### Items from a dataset
= Beginning of Section =

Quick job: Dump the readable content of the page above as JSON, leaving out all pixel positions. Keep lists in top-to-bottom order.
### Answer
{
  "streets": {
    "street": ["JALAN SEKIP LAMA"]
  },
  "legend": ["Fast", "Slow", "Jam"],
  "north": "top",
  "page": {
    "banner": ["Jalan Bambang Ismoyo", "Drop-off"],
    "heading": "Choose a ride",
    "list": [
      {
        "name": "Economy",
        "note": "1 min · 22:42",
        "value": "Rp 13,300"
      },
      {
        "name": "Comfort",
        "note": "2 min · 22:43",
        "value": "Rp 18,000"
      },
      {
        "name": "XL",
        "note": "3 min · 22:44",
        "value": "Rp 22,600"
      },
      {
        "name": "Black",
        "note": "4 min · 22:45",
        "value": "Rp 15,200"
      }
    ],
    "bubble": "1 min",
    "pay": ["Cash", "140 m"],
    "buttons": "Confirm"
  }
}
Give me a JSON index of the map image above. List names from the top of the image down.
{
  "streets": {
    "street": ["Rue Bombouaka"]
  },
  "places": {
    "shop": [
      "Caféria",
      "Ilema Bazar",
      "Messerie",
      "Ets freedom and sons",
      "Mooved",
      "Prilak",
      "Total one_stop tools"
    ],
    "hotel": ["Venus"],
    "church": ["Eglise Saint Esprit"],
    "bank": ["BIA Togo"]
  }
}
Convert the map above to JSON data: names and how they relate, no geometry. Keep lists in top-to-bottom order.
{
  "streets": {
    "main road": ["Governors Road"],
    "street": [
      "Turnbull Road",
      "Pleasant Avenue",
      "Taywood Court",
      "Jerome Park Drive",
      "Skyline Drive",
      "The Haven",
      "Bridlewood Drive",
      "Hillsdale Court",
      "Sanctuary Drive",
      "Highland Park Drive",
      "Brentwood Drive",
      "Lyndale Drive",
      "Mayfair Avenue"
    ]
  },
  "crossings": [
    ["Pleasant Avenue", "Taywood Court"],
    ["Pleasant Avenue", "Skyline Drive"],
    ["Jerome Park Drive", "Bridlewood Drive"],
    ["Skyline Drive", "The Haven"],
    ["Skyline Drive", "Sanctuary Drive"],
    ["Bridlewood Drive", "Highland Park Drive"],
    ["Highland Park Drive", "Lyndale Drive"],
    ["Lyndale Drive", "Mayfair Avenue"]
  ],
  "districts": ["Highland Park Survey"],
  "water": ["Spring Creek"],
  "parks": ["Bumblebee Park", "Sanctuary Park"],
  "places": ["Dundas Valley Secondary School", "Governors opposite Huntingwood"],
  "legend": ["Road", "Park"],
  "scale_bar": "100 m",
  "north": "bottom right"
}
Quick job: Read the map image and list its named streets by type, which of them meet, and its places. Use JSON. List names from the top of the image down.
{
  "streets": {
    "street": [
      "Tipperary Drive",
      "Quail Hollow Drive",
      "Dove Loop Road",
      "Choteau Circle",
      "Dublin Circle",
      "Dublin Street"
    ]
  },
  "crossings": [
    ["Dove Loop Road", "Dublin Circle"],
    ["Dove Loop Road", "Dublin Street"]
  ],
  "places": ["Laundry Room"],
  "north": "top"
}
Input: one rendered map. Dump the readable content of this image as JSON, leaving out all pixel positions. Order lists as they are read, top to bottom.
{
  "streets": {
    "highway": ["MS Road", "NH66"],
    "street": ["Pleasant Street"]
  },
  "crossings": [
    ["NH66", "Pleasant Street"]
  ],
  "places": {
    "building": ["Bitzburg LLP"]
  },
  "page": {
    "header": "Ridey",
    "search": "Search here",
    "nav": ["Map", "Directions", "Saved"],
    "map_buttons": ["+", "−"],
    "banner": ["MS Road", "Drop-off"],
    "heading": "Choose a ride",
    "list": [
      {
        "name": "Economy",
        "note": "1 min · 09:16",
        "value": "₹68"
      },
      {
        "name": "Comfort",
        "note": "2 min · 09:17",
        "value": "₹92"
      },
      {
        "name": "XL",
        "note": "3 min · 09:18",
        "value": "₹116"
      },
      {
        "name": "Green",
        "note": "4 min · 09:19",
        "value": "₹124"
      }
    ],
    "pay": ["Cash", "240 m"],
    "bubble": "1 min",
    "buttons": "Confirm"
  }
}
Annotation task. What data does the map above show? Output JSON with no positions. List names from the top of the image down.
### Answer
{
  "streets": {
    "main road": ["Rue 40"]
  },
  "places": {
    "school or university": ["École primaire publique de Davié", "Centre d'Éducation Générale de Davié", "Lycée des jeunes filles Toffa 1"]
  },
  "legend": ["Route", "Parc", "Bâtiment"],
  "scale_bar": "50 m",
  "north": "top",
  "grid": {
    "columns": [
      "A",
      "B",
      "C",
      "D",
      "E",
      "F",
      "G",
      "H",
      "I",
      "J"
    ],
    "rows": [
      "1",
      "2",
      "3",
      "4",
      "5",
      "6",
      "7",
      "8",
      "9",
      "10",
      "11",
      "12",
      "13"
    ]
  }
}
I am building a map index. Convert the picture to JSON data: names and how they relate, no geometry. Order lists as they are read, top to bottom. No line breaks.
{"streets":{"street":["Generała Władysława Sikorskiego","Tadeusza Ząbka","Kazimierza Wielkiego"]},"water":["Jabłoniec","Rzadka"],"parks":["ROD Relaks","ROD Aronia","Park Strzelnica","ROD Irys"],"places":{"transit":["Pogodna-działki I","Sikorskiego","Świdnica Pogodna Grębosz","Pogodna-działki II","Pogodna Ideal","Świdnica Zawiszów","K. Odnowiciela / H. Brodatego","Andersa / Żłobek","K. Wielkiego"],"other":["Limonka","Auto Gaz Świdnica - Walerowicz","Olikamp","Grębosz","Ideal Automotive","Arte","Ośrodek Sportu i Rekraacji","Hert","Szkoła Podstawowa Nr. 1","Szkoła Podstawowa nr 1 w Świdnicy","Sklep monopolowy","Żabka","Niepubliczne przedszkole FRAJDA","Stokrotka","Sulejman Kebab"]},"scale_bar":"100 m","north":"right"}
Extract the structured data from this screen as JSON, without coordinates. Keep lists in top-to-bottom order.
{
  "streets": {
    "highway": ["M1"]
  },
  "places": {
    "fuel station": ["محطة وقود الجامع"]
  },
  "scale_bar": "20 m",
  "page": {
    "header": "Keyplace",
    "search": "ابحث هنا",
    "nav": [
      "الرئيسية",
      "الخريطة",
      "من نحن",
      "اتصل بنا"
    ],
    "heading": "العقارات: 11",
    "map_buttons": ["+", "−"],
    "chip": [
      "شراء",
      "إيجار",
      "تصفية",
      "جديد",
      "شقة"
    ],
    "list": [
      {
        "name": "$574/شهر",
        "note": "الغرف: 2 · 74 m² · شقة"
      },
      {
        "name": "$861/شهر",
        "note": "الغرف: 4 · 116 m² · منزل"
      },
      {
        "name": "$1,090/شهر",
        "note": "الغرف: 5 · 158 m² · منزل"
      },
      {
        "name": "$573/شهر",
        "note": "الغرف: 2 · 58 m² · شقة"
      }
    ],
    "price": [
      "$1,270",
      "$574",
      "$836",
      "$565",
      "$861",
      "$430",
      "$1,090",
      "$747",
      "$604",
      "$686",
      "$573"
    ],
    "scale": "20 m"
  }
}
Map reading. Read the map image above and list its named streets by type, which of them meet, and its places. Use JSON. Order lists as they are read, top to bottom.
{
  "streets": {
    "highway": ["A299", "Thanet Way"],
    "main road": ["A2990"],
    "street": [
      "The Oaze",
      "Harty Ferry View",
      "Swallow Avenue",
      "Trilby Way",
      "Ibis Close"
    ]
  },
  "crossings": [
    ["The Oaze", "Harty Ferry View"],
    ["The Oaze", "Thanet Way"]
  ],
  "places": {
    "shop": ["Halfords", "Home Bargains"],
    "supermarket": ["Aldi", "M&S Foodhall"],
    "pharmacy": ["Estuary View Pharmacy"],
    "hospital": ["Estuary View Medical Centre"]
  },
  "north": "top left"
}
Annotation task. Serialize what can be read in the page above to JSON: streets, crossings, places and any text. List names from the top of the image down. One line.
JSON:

= End of Section =

### About this exercise
Of the lines in the data, report each one containing the string "task".

### Answer space
Annotation task. What data does the map above show? Output JSON with no positions. List names from the top of the image down.
Annotation task. Serialize what can be read in the page above to JSON: streets, crossings, places and any text. List names from the top of the image down. One line.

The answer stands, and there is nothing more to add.